Fig 4. Prognostication of CRC outcome by a deep stroma score.

(A) HE images in the TCGA cohort had heterogeneous texture, and some had poor quality. Image size is 1,500 × 1,500 px, and regions were classified with a sliding window of 224 × 224 px. (B) Neural network activations corresponding to the images shown in panel A are visualized. Even in the poor-quality case, tissue structures are recognized by the network. (C) A deep stroma score based on neural network activations is defined as the weighted sum of stromal tissue classes that are above threshold. (D, E) Mean output layer activation for lymphocytes and stroma separated by CMS. Activation of (D) lymphocytes and (E) stroma were assessed in images from 425 patients from the TCGA cohort. As expected, CMS1 highly activated the lymphocyte output neuron, while CMS4 highly activates the stroma output neuron. *p ≤ 0.05, **p ≤ 0.01; ns > 0.05; two-tailed t test for each group versus all samples. The dashed line marks the mean of all samples against which t test was performed. The line within each box marks the median of that group, the full box contains all samples between the 25th and the 75th percentile, and the vertical lines extend to the smallest and largest nonoutlier value (R ggplot2 geom_boxplot convention). CMS, consensus molecular subtype; CRC, colorectal cancer; HE, hematoxylin–eosin; LYM, lymphocytes; NA, not available; ns, not significant; px, pixels; STR, stroma; TCGA, The Cancer Genome Atlas.

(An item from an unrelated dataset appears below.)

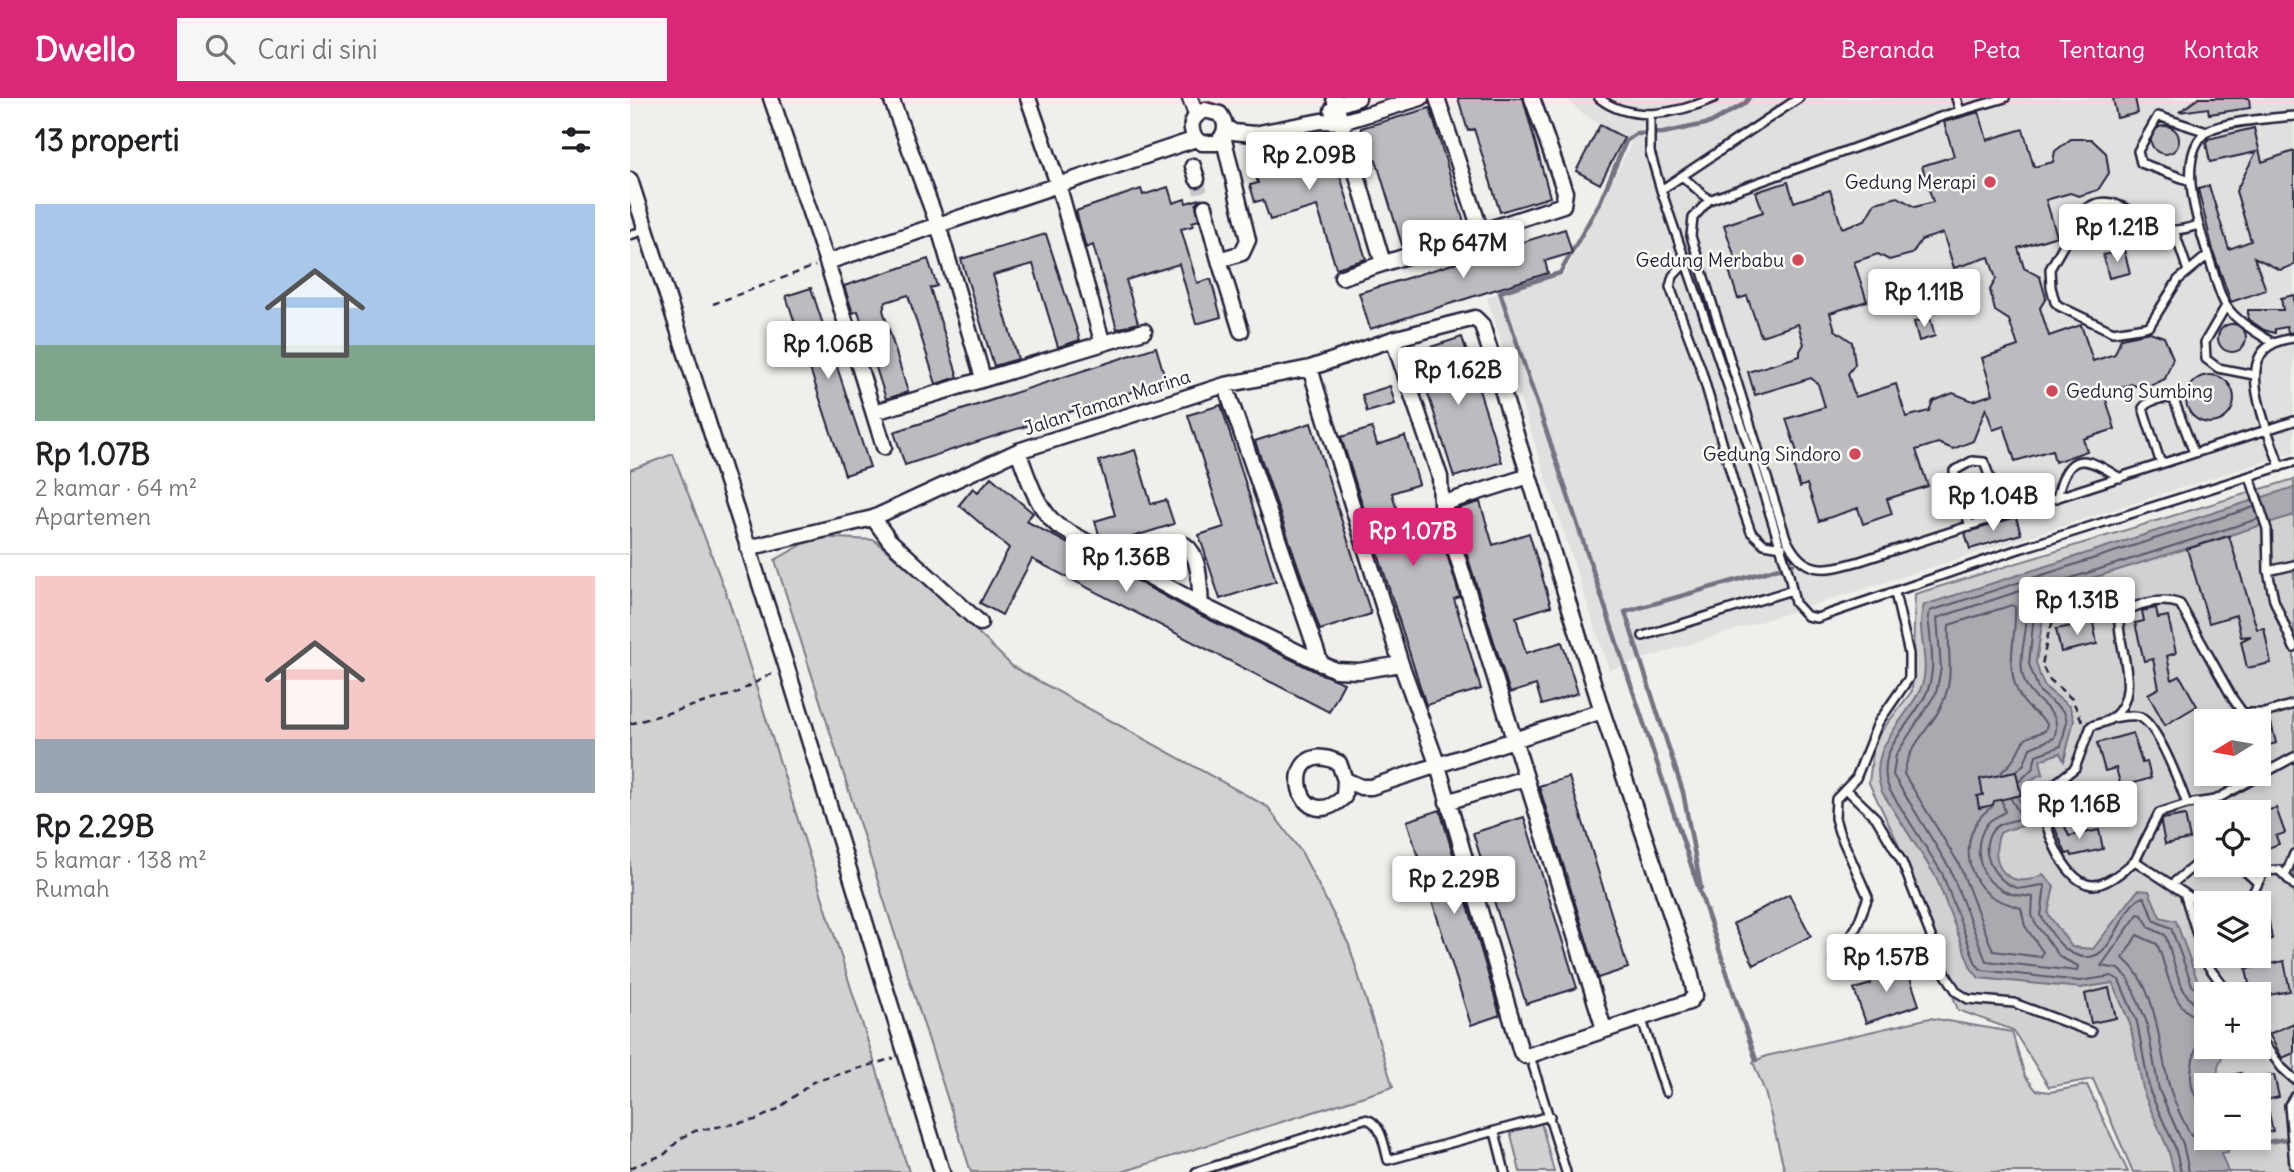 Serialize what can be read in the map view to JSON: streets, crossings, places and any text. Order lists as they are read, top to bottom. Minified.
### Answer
{"streets":{"street":["Jalan Taman Marina"]},"places":["Gedung Merapi","Gedung Merbabu","Gedung Sumbing","Gedung Sindoro"],"north":"left","page":{"header":"Dwello","search":"Cari di sini","nav":["Beranda","Peta","Tentang","Kontak"],"heading":"13 properti","price":["Rp 2.09B","Rp 1.21B","Rp 647M","Rp 1.11B","Rp 1.06B","Rp 1.62B","Rp 1.04B","Rp 1.07B","Rp 1.36B","Rp 1.31B","Rp 1.16B","Rp 2.29B","Rp 1.57B"],"list":[{"name":"Rp 1.07B","note":"2 kamar · 64 m² · Apartemen"},{"name":"Rp 2.29B","note":"5 kamar · 138 m² · Rumah"}],"map_buttons":["+","−"]}}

Fig 5. Deep stroma score is an independent prognosticator for shorter OS in the TCGA cohort.

HRs with 95% CI in multivariable Cox models including cancer stage (I–IV), sex, and age for a CAF gene expression score, pathologist’s manual quantification of stromal percentage as provided in the TCGA metadata and the deep stroma score. The deep stroma score was binarized into high/low at the median. The other scores (CAF, pathologist) were binarized at an optimal threshold (optimal Youden index). Only the deep stroma score was significantly associated with prognosis in the whole cohort (stage I–IV). The horizontal axis is scaled logarithmically (log 10). CAF, cancer-associated fibroblast; CI, confidence interval; HR, hazard ratio; OS, overall survival; TCGA, The Cancer Genome Atlas.

Fig 6. Deep stroma score applied to the validation data set (DACHS cohort).

HRs with 95% CI in multivariable Cox models including cancer stage (I–IV), sex, and age for the deep stroma score. HR for OS, DSS, and RFS are plotted. The deep stroma score was stratified into high/low at the median of the training set. In this validation cohort, the deep stroma score was an independent prognostic factor over all stages and within stage III and stage IV tumors. The horizontal axis is scaled logarithmically (log 10). CI, confidence interval; DACHS, Darmkrebs: Chancen der Verhütung durch Screening; DSS, disease-specific survival; HR, hazard ratio; OS, overall survival; RFS, relapse-free survival.